Reading the records below, count the lines in which the string "lists" appears; write the number only.

» **Given records**:
▬▬▬▬▬▬▬▬▬▬

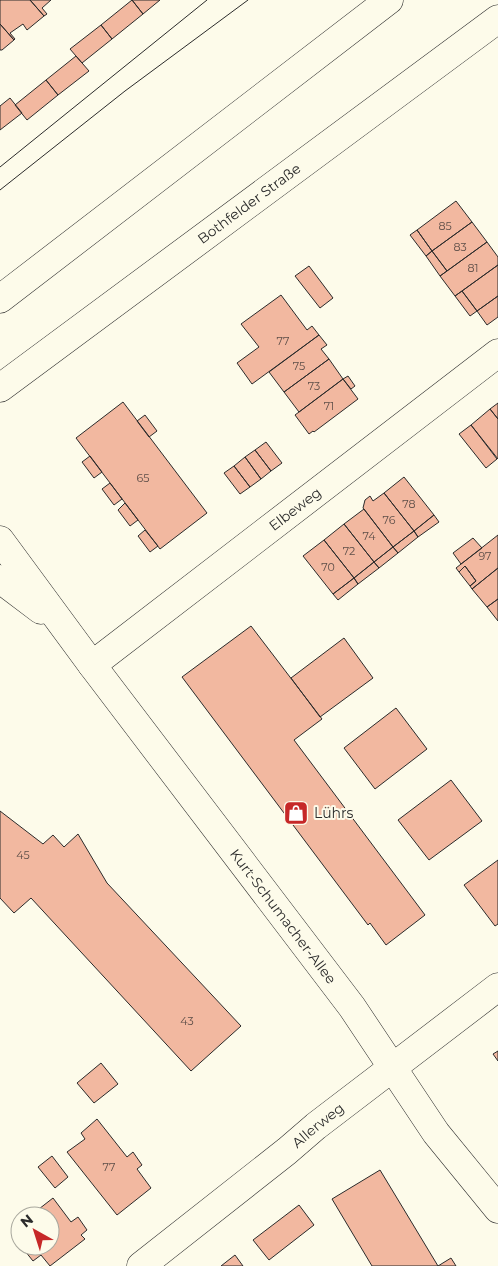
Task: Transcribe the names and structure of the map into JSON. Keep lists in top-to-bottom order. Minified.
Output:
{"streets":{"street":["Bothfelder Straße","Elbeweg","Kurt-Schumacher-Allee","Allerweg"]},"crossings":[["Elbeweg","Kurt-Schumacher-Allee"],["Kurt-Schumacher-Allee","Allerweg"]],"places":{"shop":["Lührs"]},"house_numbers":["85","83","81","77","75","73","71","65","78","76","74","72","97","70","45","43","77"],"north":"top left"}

▬▬▬▬▬▬▬▬▬▬

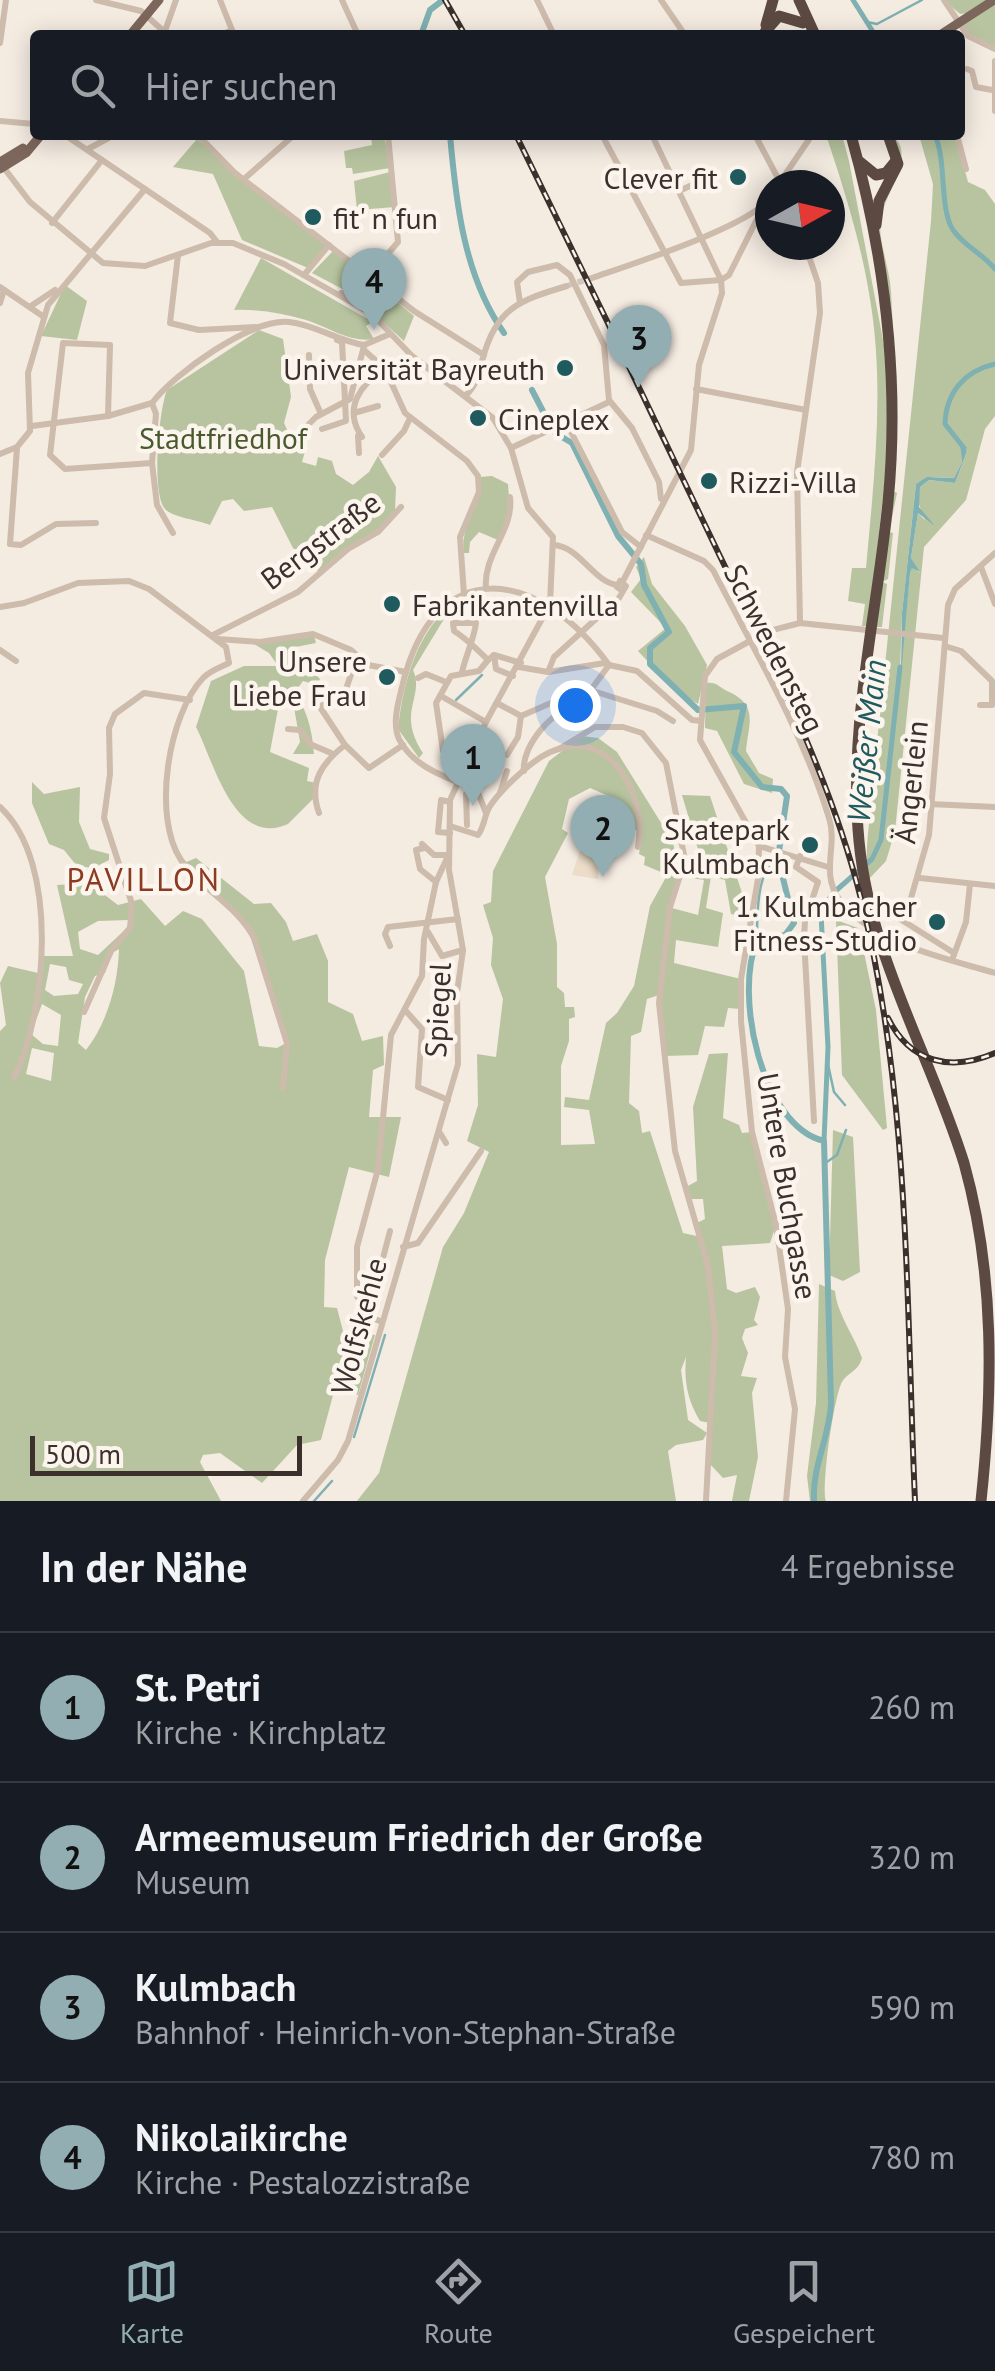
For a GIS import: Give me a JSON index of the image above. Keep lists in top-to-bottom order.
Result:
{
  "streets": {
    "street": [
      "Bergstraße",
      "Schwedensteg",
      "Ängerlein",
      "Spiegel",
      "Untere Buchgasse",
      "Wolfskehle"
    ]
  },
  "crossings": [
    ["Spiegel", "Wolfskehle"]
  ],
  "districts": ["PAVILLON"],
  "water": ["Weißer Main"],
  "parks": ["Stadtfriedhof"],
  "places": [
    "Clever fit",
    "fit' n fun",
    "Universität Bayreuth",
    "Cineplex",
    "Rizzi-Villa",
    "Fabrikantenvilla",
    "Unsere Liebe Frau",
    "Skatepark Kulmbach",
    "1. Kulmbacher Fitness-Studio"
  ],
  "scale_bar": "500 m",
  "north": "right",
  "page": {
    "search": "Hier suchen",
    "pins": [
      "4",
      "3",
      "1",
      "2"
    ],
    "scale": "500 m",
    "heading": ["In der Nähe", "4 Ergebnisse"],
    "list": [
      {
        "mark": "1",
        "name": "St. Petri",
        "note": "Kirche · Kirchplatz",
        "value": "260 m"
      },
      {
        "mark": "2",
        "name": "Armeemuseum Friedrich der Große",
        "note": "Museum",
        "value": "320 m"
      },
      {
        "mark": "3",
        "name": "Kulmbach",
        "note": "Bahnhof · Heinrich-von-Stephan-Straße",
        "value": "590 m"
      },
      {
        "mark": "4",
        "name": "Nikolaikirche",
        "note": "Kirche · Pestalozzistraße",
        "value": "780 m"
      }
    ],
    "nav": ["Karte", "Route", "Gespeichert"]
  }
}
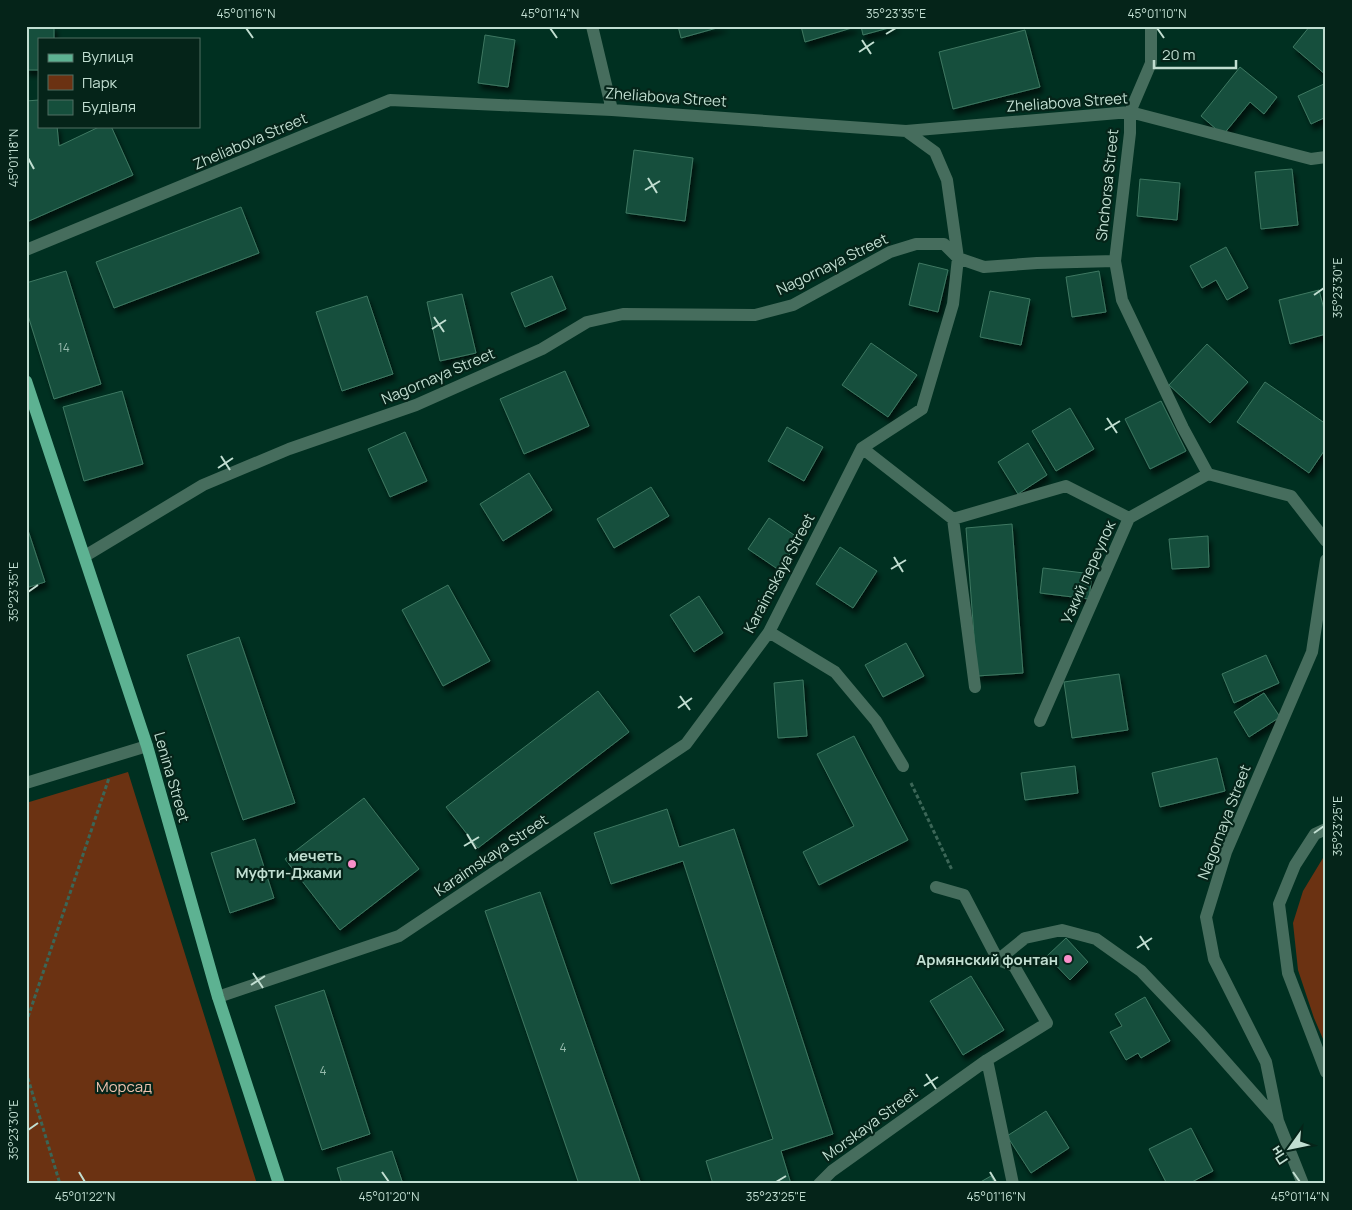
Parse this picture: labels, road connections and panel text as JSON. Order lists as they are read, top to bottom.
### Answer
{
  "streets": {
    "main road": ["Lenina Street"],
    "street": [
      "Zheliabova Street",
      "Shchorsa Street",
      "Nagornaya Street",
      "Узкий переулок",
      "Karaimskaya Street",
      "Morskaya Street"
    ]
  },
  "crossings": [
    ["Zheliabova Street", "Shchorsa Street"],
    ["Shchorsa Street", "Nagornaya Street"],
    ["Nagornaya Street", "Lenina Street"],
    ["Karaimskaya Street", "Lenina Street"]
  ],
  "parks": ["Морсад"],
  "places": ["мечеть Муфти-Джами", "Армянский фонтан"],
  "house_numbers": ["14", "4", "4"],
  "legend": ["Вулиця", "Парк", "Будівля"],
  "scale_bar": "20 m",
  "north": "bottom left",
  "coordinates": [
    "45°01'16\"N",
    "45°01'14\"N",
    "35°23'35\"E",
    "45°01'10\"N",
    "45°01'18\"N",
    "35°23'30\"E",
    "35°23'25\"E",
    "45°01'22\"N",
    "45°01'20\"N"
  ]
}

▬▬▬▬▬▬▬▬▬▬

» **Response to this exercise**:
3